Yet there are so few Canadians that have a TFSA! It’s actually shocking. Only about 57% of Canadians have a TFSA, according to the most recent data available. Even worse is that very few are using the full contribution amount!

If you have money to save, it should be in a TFSA. That’s pretty much the end of it. If you have money set aside in savings, then put it into a TFSA and put that cash to work! Even if it’s in something incredibly conservative, it doesn’t matter. That will still be more earnings than zero earnings.

If you’re young, say a millennial, the opportunities are even greater. You could pick one of those conservative stocks and see it grow for decades. These stocks also tend to come with another bonus: dividends. Dividends are extra cash on top of your returns.

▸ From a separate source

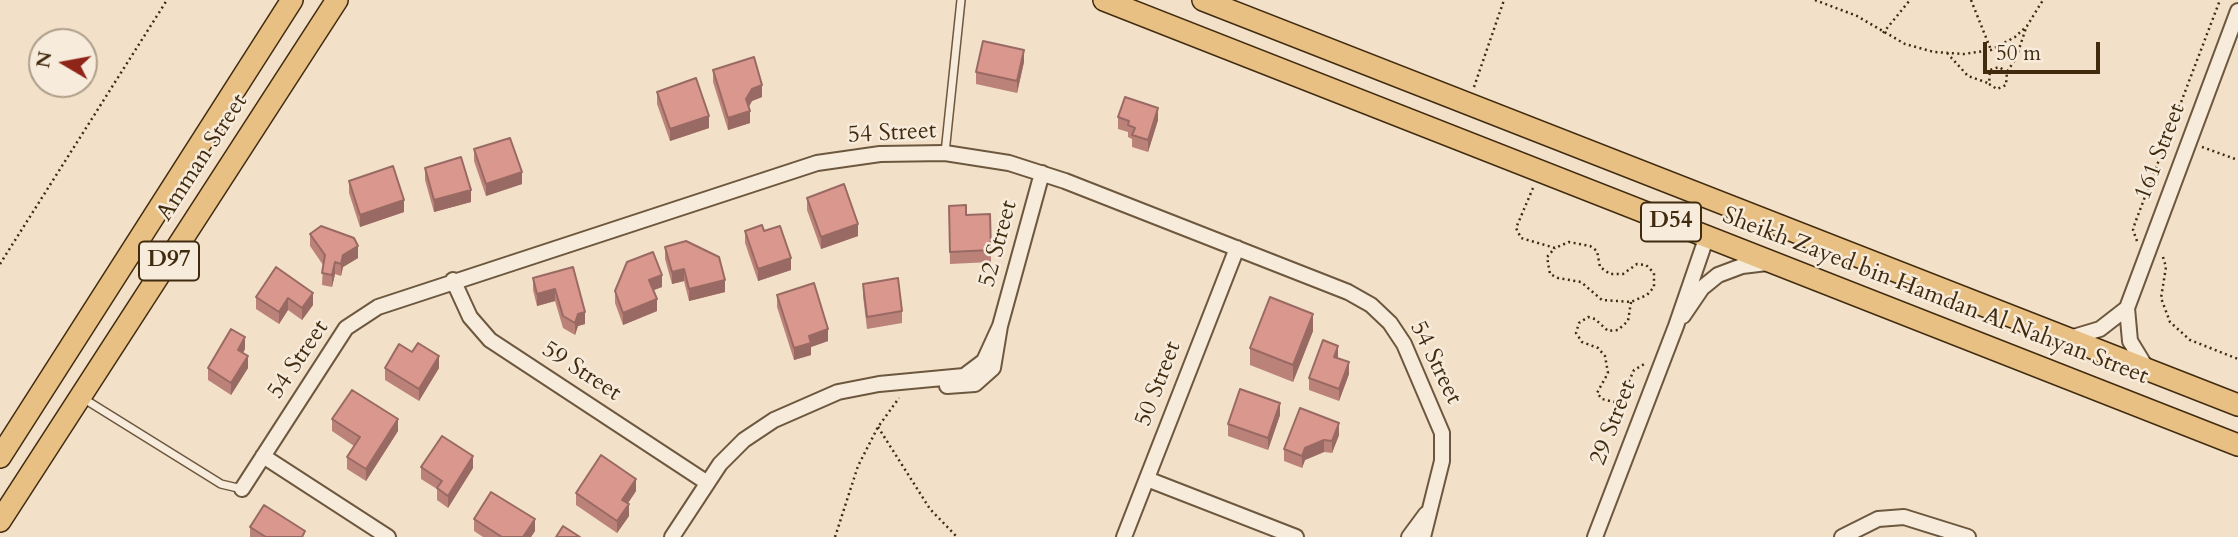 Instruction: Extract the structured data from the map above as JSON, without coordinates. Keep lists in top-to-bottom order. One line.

So, now you’re receiving a boatload more than you would have just in a savings account.

How much, you ask?

Consider Northwest Healthcare

I’m going to use Northwest Healthcare Properties REIT (TSX:NWH.UN) as a great example of where to start, especially for millennials. The company has a solid dividend yield of 6.08% as of writing, and a strong market capitalization of just over $2 billion.

Shares in Northwest have been strong over the last few years. Since it came on the scene five years ago, the company has sported returns of 96.58% as of writing. That comes out to a compound annual growth rate (CAGR) of 14.47% per year in the last five years! But Northwest isn’t done growing yet.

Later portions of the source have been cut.